**MATERIAL SHOWN**
────────

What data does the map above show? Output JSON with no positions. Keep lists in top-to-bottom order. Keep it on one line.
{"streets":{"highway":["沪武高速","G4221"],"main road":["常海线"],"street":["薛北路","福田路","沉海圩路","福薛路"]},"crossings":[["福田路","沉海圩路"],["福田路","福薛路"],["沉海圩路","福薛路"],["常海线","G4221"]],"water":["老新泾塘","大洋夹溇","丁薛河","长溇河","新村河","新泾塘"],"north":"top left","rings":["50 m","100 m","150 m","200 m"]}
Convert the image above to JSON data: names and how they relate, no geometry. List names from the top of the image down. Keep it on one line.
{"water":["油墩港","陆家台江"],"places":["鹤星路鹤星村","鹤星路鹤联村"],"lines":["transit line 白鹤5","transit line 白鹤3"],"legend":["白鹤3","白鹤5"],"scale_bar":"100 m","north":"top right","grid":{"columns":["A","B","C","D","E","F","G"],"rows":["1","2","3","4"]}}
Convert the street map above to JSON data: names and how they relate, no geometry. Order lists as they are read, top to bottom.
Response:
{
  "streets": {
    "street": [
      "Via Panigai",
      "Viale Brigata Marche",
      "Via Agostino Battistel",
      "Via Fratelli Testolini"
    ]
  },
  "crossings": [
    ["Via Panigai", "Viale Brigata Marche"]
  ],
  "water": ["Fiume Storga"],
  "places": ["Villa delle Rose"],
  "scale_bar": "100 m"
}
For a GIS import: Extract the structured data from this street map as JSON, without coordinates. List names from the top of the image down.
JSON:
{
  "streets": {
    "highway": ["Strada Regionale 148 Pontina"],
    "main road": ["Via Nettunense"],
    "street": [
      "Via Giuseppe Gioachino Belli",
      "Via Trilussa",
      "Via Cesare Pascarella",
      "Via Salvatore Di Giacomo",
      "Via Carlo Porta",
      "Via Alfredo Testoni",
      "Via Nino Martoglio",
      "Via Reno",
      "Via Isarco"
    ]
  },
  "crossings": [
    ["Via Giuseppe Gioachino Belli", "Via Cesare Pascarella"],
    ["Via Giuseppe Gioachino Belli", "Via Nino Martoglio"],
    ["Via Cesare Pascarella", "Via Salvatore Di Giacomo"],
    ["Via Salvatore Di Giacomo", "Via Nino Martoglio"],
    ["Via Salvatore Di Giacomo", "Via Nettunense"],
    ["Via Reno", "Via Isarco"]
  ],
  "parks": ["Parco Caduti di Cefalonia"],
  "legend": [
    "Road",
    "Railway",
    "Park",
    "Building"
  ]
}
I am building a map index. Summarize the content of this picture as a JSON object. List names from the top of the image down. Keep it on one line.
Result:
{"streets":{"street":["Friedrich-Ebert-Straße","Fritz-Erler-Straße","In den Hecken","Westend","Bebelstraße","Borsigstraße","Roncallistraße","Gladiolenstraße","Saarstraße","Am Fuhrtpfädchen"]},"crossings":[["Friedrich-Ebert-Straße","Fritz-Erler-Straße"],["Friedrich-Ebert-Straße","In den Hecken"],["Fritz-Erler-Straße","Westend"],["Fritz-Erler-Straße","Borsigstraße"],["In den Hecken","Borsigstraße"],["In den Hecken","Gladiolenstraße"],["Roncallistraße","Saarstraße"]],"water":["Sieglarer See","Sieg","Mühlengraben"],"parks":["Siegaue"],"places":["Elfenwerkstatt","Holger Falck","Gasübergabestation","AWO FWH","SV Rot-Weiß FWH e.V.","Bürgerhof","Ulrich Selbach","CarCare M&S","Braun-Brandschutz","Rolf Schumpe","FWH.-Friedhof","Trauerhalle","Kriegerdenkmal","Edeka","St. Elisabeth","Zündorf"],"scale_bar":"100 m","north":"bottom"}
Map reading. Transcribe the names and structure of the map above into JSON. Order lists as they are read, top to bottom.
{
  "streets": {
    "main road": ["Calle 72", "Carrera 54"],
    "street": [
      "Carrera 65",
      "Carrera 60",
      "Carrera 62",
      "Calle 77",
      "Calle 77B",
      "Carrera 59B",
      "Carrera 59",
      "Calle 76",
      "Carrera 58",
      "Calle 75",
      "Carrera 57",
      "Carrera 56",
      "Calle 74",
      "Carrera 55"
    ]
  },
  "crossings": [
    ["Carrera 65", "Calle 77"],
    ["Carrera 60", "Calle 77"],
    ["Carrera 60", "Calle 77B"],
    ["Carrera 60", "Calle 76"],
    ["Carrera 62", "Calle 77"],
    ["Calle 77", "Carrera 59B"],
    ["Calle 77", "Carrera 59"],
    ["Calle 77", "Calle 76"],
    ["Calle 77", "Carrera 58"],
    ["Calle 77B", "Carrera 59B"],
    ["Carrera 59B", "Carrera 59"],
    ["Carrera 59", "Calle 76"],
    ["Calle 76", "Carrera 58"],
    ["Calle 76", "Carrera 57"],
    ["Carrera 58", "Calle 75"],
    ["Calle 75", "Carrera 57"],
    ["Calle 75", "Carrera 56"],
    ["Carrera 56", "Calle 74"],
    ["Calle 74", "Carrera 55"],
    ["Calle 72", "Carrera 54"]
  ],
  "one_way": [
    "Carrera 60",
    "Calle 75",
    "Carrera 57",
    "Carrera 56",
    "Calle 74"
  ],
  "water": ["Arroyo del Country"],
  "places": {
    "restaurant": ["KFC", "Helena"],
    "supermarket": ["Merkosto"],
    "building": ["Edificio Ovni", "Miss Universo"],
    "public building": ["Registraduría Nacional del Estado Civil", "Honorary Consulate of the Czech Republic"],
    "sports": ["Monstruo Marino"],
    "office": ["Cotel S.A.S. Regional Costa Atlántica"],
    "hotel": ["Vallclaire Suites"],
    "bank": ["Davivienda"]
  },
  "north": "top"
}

────────

**THE TASK**
Each line in the entries above, starting at the line with "For a GIS import: Extract" and ending at the line with "I am building", is to be printed exactly, and only those lines.

**ANSWER FOR THIS EXERCISE**
For a GIS import: Extract the structured data from this street map as JSON, without coordinates. List names from the top of the image down.
JSON:
{
  "streets": {
    "highway": ["Strada Regionale 148 Pontina"],
    "main road": ["Via Nettunense"],
    "street": [
      "Via Giuseppe Gioachino Belli",
      "Via Trilussa",
      "Via Cesare Pascarella",
      "Via Salvatore Di Giacomo",
      "Via Carlo Porta",
      "Via Alfredo Testoni",
      "Via Nino Martoglio",
      "Via Reno",
      "Via Isarco"
    ]
  },
  "crossings": [
    ["Via Giuseppe Gioachino Belli", "Via Cesare Pascarella"],
    ["Via Giuseppe Gioachino Belli", "Via Nino Martoglio"],
    ["Via Cesare Pascarella", "Via Salvatore Di Giacomo"],
    ["Via Salvatore Di Giacomo", "Via Nino Martoglio"],
    ["Via Salvatore Di Giacomo", "Via Nettunense"],
    ["Via Reno", "Via Isarco"]
  ],
  "parks": ["Parco Caduti di Cefalonia"],
  "legend": [
    "Road",
    "Railway",
    "Park",
    "Building"
  ]
}
I am building a map index. Summarize the content of this picture as a JSON object. List names from the top of the image down. Keep it on one line.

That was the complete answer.